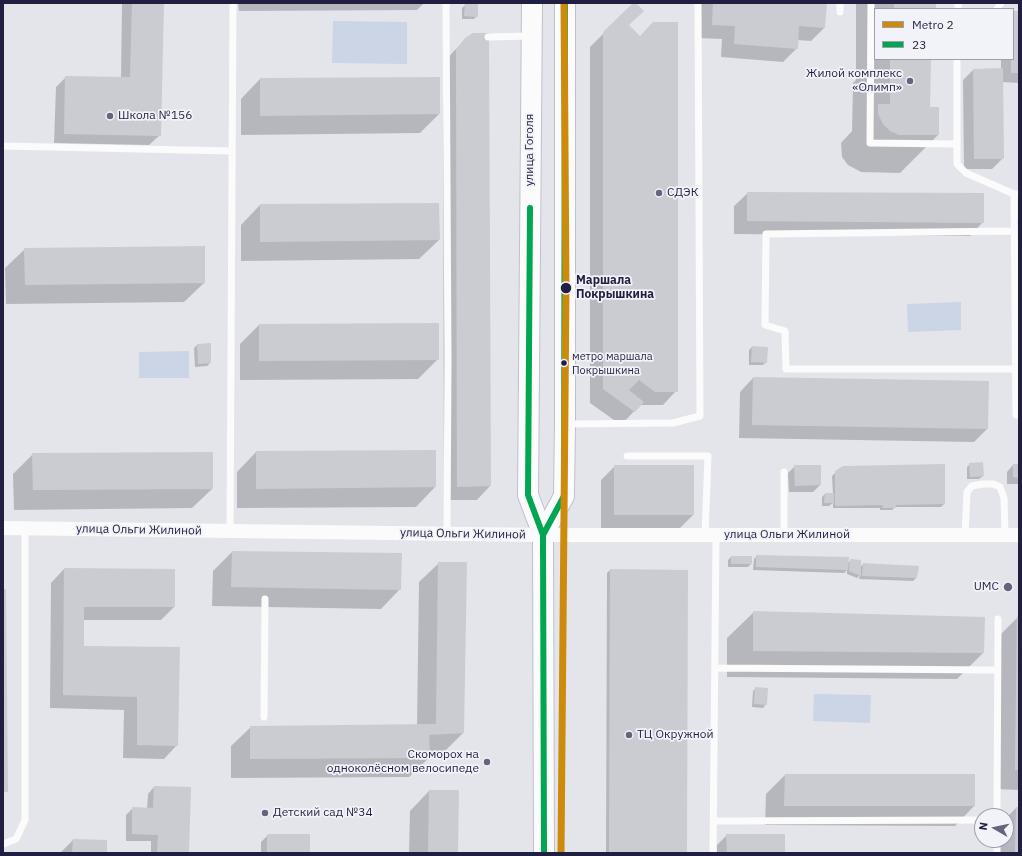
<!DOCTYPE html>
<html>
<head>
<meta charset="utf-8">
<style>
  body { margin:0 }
  #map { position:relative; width:1022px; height:856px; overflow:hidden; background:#e4e5eb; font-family:"IBM Plex Sans",sans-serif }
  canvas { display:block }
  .frame { position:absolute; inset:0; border:4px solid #211f41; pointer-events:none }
  .legend { position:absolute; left:874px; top:8px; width:140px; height:52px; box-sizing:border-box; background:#f2f3f9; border:1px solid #9e9eaf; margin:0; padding:5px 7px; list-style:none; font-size:12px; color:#211f41 }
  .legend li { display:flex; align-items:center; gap:8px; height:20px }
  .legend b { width:20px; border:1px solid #9e9eaf }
  .north { position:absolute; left:974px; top:808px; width:40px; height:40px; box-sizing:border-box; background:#f2f3f9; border:1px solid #9e9eaf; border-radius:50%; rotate:279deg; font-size:11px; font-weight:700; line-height:16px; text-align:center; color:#211f41 }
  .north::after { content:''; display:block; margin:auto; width:14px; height:18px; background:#65647c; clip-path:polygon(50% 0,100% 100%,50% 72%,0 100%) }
</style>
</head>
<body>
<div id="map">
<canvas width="1022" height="856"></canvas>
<div class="frame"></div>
<ul class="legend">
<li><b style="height:5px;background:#cc8b0d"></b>Metro 2</li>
<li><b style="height:5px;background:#00a651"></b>23</li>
</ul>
<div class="north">N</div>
</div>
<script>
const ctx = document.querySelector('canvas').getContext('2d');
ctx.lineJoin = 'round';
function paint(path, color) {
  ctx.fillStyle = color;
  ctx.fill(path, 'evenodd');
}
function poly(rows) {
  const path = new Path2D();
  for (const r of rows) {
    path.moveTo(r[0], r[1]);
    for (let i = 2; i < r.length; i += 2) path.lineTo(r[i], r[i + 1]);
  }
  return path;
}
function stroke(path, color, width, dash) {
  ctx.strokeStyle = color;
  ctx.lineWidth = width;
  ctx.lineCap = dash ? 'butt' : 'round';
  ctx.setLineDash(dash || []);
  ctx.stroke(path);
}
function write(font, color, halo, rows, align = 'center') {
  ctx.font = font + ' "IBM Plex Sans",sans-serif';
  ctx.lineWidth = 3.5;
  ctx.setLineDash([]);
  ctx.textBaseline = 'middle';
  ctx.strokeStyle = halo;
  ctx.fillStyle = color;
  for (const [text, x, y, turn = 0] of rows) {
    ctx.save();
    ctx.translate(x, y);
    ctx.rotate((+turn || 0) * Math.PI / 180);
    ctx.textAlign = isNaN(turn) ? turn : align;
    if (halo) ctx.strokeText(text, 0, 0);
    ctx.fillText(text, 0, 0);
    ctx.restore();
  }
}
paint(poly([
  [333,21,407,22,407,64,332,63],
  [961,302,961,330,908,332,907,304],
  [189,351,189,378,139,378,139,352],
  [814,694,871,695,870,723,813,721]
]), '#cbd5e6');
paint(poly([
  [122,3,163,3,160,135,149,145,54,143,56,87,66,77,121,78],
  [238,3,424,3,417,10,239,11],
  [701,3,826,3,824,28,811,41,797,40,797,48,783,62,721,57,722,39,699,38],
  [856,3,935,3,935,9,875,9,875,59,930,59,929,108,938,135,900,173,861,172,848,165,842,157,841,143,852,131,853,83,856,80],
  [465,5,477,16,474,19,462,19,462,8],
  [1013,12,1019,12,1019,83,1002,82,1003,158,992,169,964,169,963,80,973,70,1001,69,1001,59,1013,59],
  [628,26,676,391,663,405,640,405,621,425,590,403,590,47,604,33],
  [488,34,490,486,477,500,444,500,443,65,452,53,466,39],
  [260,79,439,114,420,133,241,135,241,99],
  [748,193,983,222,970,236,734,234,734,206],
  [438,204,439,240,419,259,241,261,241,225,260,205],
  [1019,218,1019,412,1016,221],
  [204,247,204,283,184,302,6,304,5,268,25,249],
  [259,325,438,359,418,379,240,380,240,344],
  [197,345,210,363,207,366,195,367,194,348],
  [752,347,766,362,763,365,749,365,749,350],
  [753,378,987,429,974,442,739,438,740,392],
  [435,451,435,487,416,507,237,508,237,472,256,452],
  [33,454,212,489,192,508,14,510,13,474],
  [970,464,983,476,979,479,967,479,967,467],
  [1013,465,1019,465,1019,484,1007,484,1007,472],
  [615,466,693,515,680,528,601,528,601,480],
  [795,466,820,485,813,492,789,492,788,473],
  [836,472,944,504,941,507,895,507,892,510,880,510,880,508,833,508,833,503,829,506,822,506,822,497,825,494,833,494,832,476],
  [232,552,400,589,381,609,212,606,213,571],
  [757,556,848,563,851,560,860,568,863,564,916,578,913,581,859,579,860,575,857,578,847,574,847,570,844,573,753,570,754,559],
  [731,557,751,557,751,564,748,567,728,567,728,560],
  [439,563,463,733,444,752,429,752,429,758,409,777,231,778,231,746,251,727,417,726,419,582],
  [64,569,174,607,161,620,83,620,83,647,179,648,177,745,164,759,123,758,124,710,50,708,51,583],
  [610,570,686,853,606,853,607,573],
  [754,612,983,653,957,679,727,677,727,638],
  [1018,617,1019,617,1019,790,996,789,998,637],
  [756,688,766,704,763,708,752,707,753,691],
  [785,775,974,775,974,806,955,826,765,825,766,794],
  [154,787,188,853,151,853,151,841,126,841,126,815,133,808,147,809,148,794],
  [429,791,457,853,409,853,410,811],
  [1016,808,1019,808,1019,853,997,853,997,840,1006,840,1006,818],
  [268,835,309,853,261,853,261,842],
  [727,835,784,853,717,853,717,845],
  [73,840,106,841,106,853,60,853]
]), '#0003');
paint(poly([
  [132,3,164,3,161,136,64,134,65,76,130,77],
  [633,3,636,3,644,11,629,25,640,36,653,22,678,22,678,392,655,392,639,380,629,390,644,402,635,412,603,389,603,32],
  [713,3,827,3,825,28,799,26,798,49,734,44,735,26,712,25],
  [894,3,936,3,936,9,894,9],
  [465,4,478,4,478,17,464,16],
  [1013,11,1019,11,1019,73,1011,73,1011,59,1013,59],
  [473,33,489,33,491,486,457,487,456,50,465,38],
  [890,59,931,59,930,107,939,107,939,135,899,135,890,131,883,124,878,114,878,104,890,104],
  [1003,68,1004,159,974,159,973,69],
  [440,77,440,114,260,116,260,78],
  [747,192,984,193,984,223,747,221],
  [439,203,440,240,260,242,260,204],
  [205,246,205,283,25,285,24,248],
  [439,323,439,360,259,361,259,324],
  [211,343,211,363,198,364,197,344],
  [752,346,768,347,767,363,751,362],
  [753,377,989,381,988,429,752,425],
  [436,450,436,487,256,489,256,451],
  [213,452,213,489,33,490,32,453],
  [983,462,984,476,970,477,969,463],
  [945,464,945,504,896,505,896,508,883,508,882,505,835,506,835,471,843,466],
  [1013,464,1019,464,1019,478,1013,477],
  [614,465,694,465,694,515,614,515],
  [794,465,821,465,821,485,795,486],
  [825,493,834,493,834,503,824,503],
  [232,551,402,553,401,590,231,587],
  [756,555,849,557,848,570,756,567],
  [731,556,752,556,752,564,731,564],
  [850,559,861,560,861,576,849,571],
  [438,562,467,562,464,733,429,735,430,758,250,759,250,726,436,724],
  [863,563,919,566,917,578,862,576],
  [64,568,175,569,175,607,84,607,84,646,180,647,178,746,137,745,137,697,63,695],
  [610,569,688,570,687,853,609,853],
  [3,589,6,589,8,792,3,792],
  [753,611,985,617,984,653,753,651],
  [1017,616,1019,616,1019,770,1015,770],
  [755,687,768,688,767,705,754,704],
  [785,774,975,774,975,806,784,806],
  [154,786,191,787,189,853,157,853,158,835,132,834,132,807,153,808],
  [429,790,459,790,458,853,428,853],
  [1016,807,1019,807,1019,853,1015,853],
  [267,834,310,834,310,853,267,853],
  [726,834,785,834,785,853,727,853],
  [73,839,107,840,107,853,72,853]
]), '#cbccd2');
const secondary = poly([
  [532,3,528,495,543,535,544,853],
  [543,535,564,496,565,424,565,3]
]);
stroke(secondary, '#c0c0cb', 22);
stroke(poly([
  [446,3,448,361,447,534],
  [840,3,840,12],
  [871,3,870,143,956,144],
  [958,9,958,3],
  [997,9,1001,3],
  [488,37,531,36],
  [957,59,957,164,966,173,1014,194,1019,194],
  [3,146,231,151],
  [1014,194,1016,415,1019,415],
  [1013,231,766,234,765,325,785,331,786,369,1015,369],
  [567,424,673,423,700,416,698,3],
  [627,456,708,456,705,535],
  [784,472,784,535],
  [230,531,233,3],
  [965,535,967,492,972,486,983,484,993,484,1000,487,1004,498,1005,535],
  [715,668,997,670],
  [264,717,265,599],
  [997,816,998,619],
  [714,821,982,820],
  [3,844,16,839,25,820,25,529],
  [713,853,716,535],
  [997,853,997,840]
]), '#fbfbfc', 7);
stroke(poly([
  [3,528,543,535,1019,535]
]), '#fbfbfc', 14);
stroke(secondary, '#fbfbfc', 20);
stroke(poly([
  [530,208,528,495,543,535,543,555],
  [544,853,543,535,564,496,565,3]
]), '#00a651', 6);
stroke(poly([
  [561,853,566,289,564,3]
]), '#cc8b0d', 7);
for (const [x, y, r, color] of [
  [910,81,4,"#65647c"],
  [110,116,4,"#65647c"],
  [659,193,4,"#65647c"],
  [566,288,6,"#211f41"],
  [564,363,3.5,"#211f41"],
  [1008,587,5,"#65647c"],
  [629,735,4,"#65647c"],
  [487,762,4,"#65647c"],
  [265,813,4,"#65647c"]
]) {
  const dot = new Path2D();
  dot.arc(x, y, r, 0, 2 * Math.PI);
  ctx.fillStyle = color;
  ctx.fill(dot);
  stroke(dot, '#f2f3f9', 1.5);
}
write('11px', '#211f41', '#f2f3f9', [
  ["метро маршала",572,357],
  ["Покрышкина",572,371]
], 'left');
write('12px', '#211f41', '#f2f3f9', [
  ["Жилой комплекс",902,74,"right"],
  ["«Олимп»",902,88,"right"],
  ["Школа №156",118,116],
  ["СДЭК",667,193],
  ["UMC",999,587,"right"],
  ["ТЦ Окружной",637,735],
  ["Скоморох на",479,755,"right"],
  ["одноколёсном велосипеде",479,769,"right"],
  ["Детский сад №34",273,813]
], 'left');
write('12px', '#211f41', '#f2f3f9', [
  ["улица Гоголя",530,150,-90],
  ["улица Ольги Жилиной",139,530,1],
  ["улица Ольги Жилиной",463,534,1],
  ["улица Ольги Жилиной",787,535]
]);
write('bold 12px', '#211f41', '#f2f3f9', [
  ["Маршала",576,281],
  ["Покрышкина",576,295]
], 'left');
</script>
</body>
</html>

◆ Task details:
Print exactly the first line of the entries and every line after it through the one that contains "display:flex; align-items:center; gap:8px;", leaving the pictures out.

◆ Response area:
<!DOCTYPE html>
<html>
<head>
<meta charset="utf-8">
<style>
  body { margin:0 }
  #map { position:relative; width:1022px; height:856px; overflow:hidden; background:#e4e5eb; font-family:"IBM Plex Sans",sans-serif }
  canvas { display:block }
  .frame { position:absolute; inset:0; border:4px solid #211f41; pointer-events:none }
  .legend { position:absolute; left:874px; top:8px; width:140px; height:52px; box-sizing:border-box; background:#f2f3f9; border:1px solid #9e9eaf; margin:0; padding:5px 7px; list-style:none; font-size:12px; color:#211f41 }
  .legend li { display:flex; align-items:center; gap:8px; height:20px }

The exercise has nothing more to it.